And Loki? Super smart, intuitive Loki? Why had he believed? Wishful thinking?

No, she thought, he's always known. But he ignored the suspicions the same way she locked up all the bullshit she couldn't handle. But you can't really hide crap like that, it sits in the vault, like radioactive waste, slowing eating its way out, until one day...

She backed away, the back of her thighs hitting the other bed, and then worked her way clumsily toward the door.

Until...one day you come fucking unglued and commit atrocities that can't ever be made right; shatter completely into microscopic shards, too brittle to withstand being put back together; right becomes wrong, wrong right; and the person that you were is just a shadow, like the ghostly silhouettes of people on walls at Hiroshima.

Her spine collided with the door frame and she winced, out of habit, not really feeling pain. Her eyes stayed on the man sleeping peacefully on the bed. Is that what he was? A man? This ancient thing, this storybook character brought to life?

She didn't pity Loki. She didn't think anything he had done was justified. But she understood how a single event after a lifetime of feeling irrelevant could crush what little sense of self was left.
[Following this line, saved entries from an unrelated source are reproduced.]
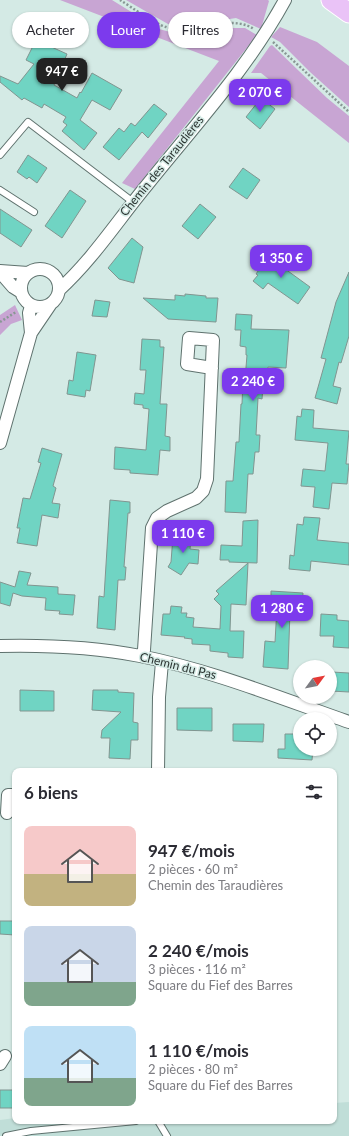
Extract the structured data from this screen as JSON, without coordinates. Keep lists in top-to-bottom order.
{
  "streets": {
    "street": ["Chemin des Taraudières", "Chemin du Pas"]
  },
  "north": "top right",
  "page": {
    "chip": ["Acheter", "Louer", "Filtres"],
    "price": [
      "947 €",
      "2 070 €",
      "1 350 €",
      "2 240 €",
      "1 110 €",
      "1 280 €"
    ],
    "heading": "6 biens",
    "list": [
      {
        "name": "947 €/mois",
        "note": "2 pièces · 60 m² · Chemin des Taraudières"
      },
      {
        "name": "2 240 €/mois",
        "note": "3 pièces · 116 m² · Square du Fief des Barres"
      },
      {
        "name": "1 110 €/mois",
        "note": "2 pièces · 80 m² · Square du Fief des Barres"
      }
    ]
  }
}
The muscles in her calves ached from both the long bike ride and the need to climb into the bed and wrap herself around him. Reaching behind her, she found the molding of the door frame and held on, anchoring herself there.

The thumb on his hand that had held the device twitched. Her breath stopped, and she froze, half-afraid that he'd wake and find her like this, watching him and "bleeding melancholy" again. She also wished he would wake, so she could go to him and touch him, make contact with all the weird little bits that she found sexy -- the place where his hand met his wrist, the tip of his thumb, the spot between his eyebrows that made two deep clefts when he was annoyed or angry.
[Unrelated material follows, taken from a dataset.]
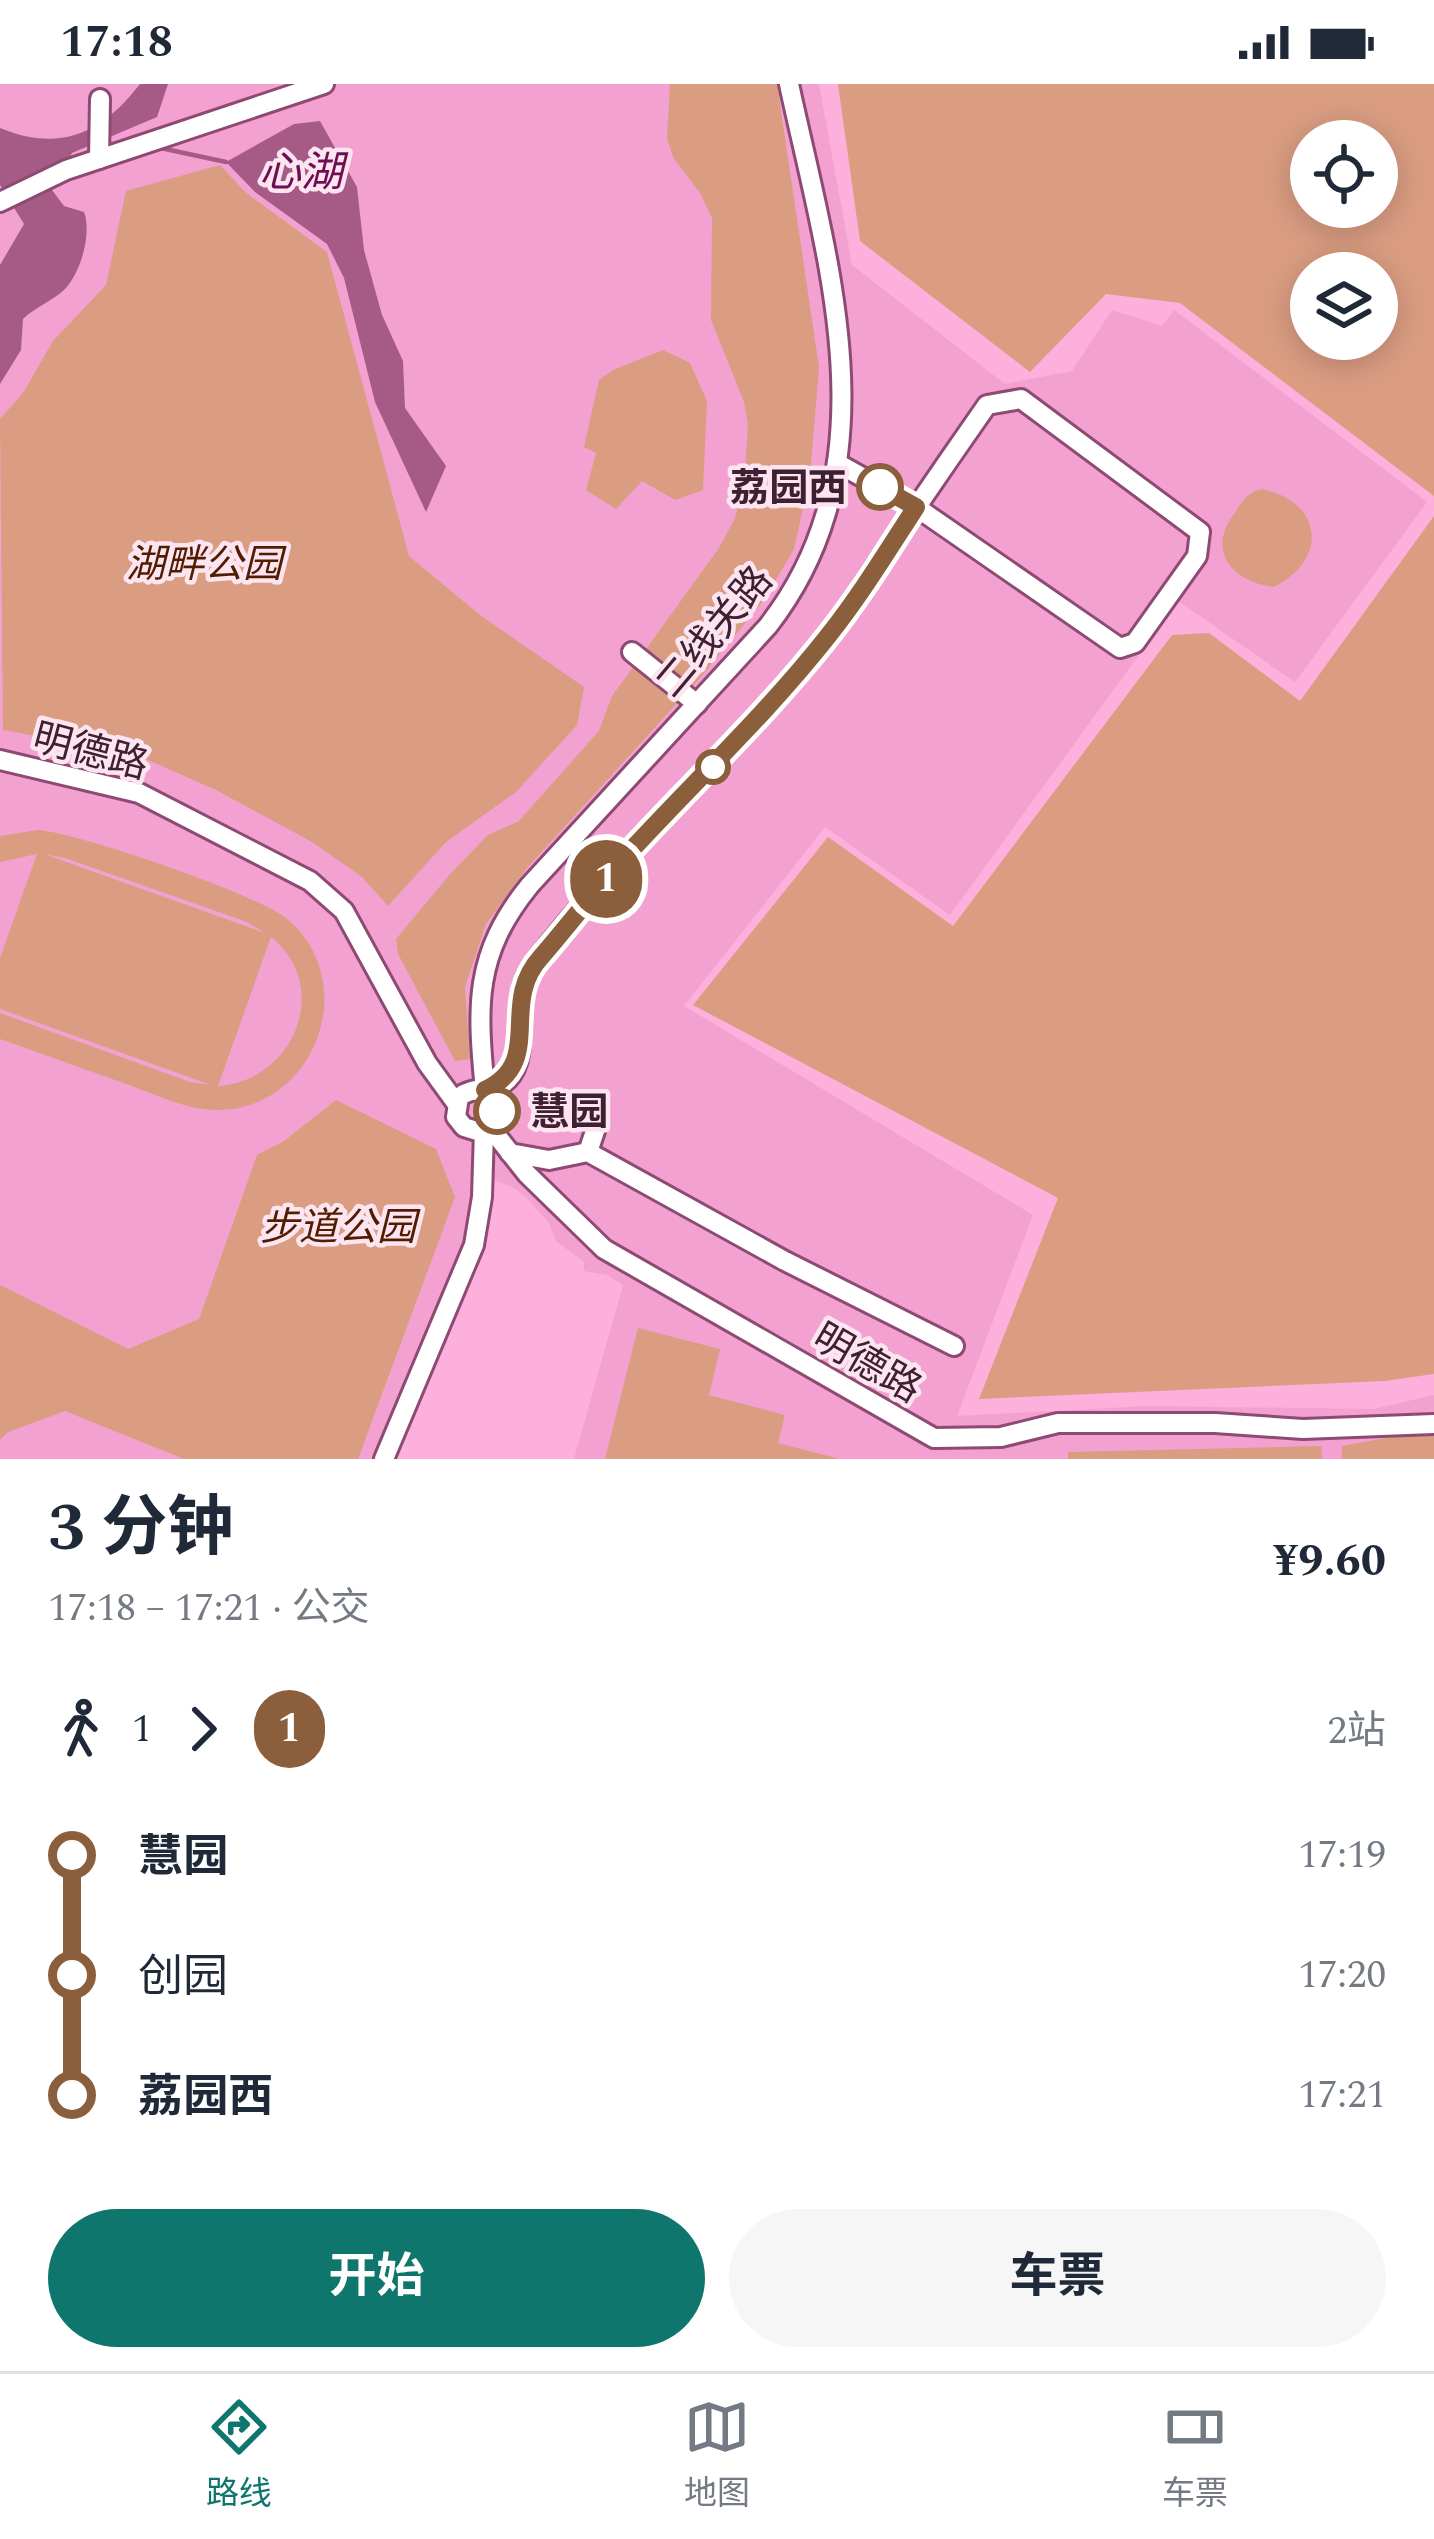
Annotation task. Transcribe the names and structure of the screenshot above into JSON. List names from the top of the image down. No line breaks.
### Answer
{"streets":{"street":["二线关路","明德路"]},"crossings":[["二线关路","明德路"]],"water":["心湖"],"parks":["湖畔公园","步道公园"],"places":["荔园西","慧园"],"lines":["bus line 1"],"page":{"status":"17:18","on_map":"1","heading":["3 分钟","17:18 – 17:21 · 公交","¥9.60"],"legs":["1","1","2站"],"list":[{"name":"慧园","value":"17:19"},{"name":"创园","value":"17:20"},{"name":"荔园西","value":"17:21"}],"buttons":["开始","车票"],"tabs":["路线","地图","车票"]}}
The wooden frame bit into her hands as she clenched her fingers. Loki. Liar. Agent of chaos. Killer. The man she lo--

No! She shook her head, clearing away the thought, and let go of the doorframe.

Loki, immortal, forever, undying Loki.

And here she was, dying a little every day. Even if there was anything decent left in him and he decided to stay with her, she would leave him, someday. Forever. She backed into the hallway, nodding to herself. It was better this way. Like pulling a bandage off a stretch of hairy skin; make it quick; brief pain, then over.

Her thoughts made her limbs feel heavy and she set her glasses and cell phone slowly on her desk, and then mechanically opened a dresser drawer, reaching for a clean bra and pair of panties, in preparation for a shower.

The house made a sudden sigh as if hit by a gust of wind. Darcy paused, her hand on a pretty blue bra. She sniffed. Was it her imagination or did she get a faint whiff of mint? The little hairs on her arm stood up straight, goosebumps raising on her skin.

Poking her head out of her doorway, she saw the front door standing open. "Guys?" No one answered and she started down the hall, walking, then running. The electric tingle of magic breezed over her face and a glance at the loveseat showed no Thor or Jane.

"Jane?" a voice said from outside, the tone deep, but confused, almost too-subdued. Then the smooth tones of another male voice. The quiet that followed only lasted a beat or two, but felt longer. Darcy stopped, unsure what to do next.

"No!" This time the voice was stronger, more like it should sound. Confused, Darcy's gaze swept the living room, stopping for a second on the tiny, dark stains where Loki had bled on the carpet months ago. Outside the voices picked up the angry growl of an argument. The crackle of magic, strange magic hurrying up and down her body, shook her from her confusion and she darted out the door.

Halting on the porch, she lifted her hand, shielding her eyes from the morning sun that seemed to be residing near the end of the driveway. Squinting, and cursing the glasses that sat, useless, on her desk, and her stupid refusal to deal with contact lenses, she stumbled blindly down the stairs toward the light. Because when a small supernova opens up in your driveway, what else do you do?

The light dimmed by the time she had moved past the vehicles and then it fell away to reveal Thor. He stood amid a swirling cloud of tan sand, still wearing jeans, hiking boots and a T-shirt, but with his blond hair gleaming in the sun and Mjölnir in his hand. A stupid thought, relief that however the weapon had found its way to his hand, it hadn't ripped a hole in the side of the house, scurried through her head.

"Thor?" she said, jogging up to him. "What's--"

"He has Jane," he answered, intense gaze on the road, looking east. His tall, muscled body exuded tightly reined in frustration. "He said not to follow, but--"

"Who said?" Darcy interrupted. "And Jane...?" Her head whipped back and forth, searching, even though it was totally obvious her friend wasn't there.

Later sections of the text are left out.